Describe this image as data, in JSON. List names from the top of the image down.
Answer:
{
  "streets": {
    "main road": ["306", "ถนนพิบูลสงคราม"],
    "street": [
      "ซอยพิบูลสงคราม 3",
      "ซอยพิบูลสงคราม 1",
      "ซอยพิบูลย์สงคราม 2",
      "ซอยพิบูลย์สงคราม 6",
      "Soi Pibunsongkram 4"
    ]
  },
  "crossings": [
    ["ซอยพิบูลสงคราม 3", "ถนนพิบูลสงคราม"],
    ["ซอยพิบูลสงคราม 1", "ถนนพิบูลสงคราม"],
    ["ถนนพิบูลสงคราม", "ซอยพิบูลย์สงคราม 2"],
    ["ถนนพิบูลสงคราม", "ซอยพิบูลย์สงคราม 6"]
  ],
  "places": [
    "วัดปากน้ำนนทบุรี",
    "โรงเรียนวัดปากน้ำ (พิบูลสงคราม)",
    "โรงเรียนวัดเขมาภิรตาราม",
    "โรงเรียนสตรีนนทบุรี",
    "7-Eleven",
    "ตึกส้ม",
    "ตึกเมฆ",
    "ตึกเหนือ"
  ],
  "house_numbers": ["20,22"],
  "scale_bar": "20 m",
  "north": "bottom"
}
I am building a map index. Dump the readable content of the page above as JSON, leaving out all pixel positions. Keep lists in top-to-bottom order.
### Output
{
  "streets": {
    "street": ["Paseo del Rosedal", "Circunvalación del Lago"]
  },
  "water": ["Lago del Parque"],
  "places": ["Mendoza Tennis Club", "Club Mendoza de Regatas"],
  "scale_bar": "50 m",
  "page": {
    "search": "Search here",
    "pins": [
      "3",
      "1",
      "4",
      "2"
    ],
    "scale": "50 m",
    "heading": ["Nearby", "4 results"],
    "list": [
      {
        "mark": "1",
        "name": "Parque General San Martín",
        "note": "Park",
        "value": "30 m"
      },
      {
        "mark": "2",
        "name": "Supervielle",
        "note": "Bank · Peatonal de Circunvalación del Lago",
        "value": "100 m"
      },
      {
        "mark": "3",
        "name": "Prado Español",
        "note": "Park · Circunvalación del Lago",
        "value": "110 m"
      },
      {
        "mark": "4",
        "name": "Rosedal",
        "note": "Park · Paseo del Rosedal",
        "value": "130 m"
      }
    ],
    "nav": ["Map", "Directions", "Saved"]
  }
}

WORK REQUEST
Set down the records again in full. Match them exactly.

SOLUTION FOR THIS EXERCISE
Describe this image as data, in JSON. List names from the top of the image down.
Answer:
{
  "streets": {
    "main road": ["306", "ถนนพิบูลสงคราม"],
    "street": [
      "ซอยพิบูลสงคราม 3",
      "ซอยพิบูลสงคราม 1",
      "ซอยพิบูลย์สงคราม 2",
      "ซอยพิบูลย์สงคราม 6",
      "Soi Pibunsongkram 4"
    ]
  },
  "crossings": [
    ["ซอยพิบูลสงคราม 3", "ถนนพิบูลสงคราม"],
    ["ซอยพิบูลสงคราม 1", "ถนนพิบูลสงคราม"],
    ["ถนนพิบูลสงคราม", "ซอยพิบูลย์สงคราม 2"],
    ["ถนนพิบูลสงคราม", "ซอยพิบูลย์สงคราม 6"]
  ],
  "places": [
    "วัดปากน้ำนนทบุรี",
    "โรงเรียนวัดปากน้ำ (พิบูลสงคราม)",
    "โรงเรียนวัดเขมาภิรตาราม",
    "โรงเรียนสตรีนนทบุรี",
    "7-Eleven",
    "ตึกส้ม",
    "ตึกเมฆ",
    "ตึกเหนือ"
  ],
  "house_numbers": ["20,22"],
  "scale_bar": "20 m",
  "north": "bottom"
}
I am building a map index. Dump the readable content of the page above as JSON, leaving out all pixel positions. Keep lists in top-to-bottom order.
### Output
{
  "streets": {
    "street": ["Paseo del Rosedal", "Circunvalación del Lago"]
  },
  "water": ["Lago del Parque"],
  "places": ["Mendoza Tennis Club", "Club Mendoza de Regatas"],
  "scale_bar": "50 m",
  "page": {
    "search": "Search here",
    "pins": [
      "3",
      "1",
      "4",
      "2"
    ],
    "scale": "50 m",
    "heading": ["Nearby", "4 results"],
    "list": [
      {
        "mark": "1",
        "name": "Parque General San Martín",
        "note": "Park",
        "value": "30 m"
      },
      {
        "mark": "2",
        "name": "Supervielle",
        "note": "Bank · Peatonal de Circunvalación del Lago",
        "value": "100 m"
      },
      {
        "mark": "3",
        "name": "Prado Español",
        "note": "Park · Circunvalación del Lago",
        "value": "110 m"
      },
      {
        "mark": "4",
        "name": "Rosedal",
        "note": "Park · Paseo del Rosedal",
        "value": "130 m"
      }
    ],
    "nav": ["Map", "Directions", "Saved"]
  }
}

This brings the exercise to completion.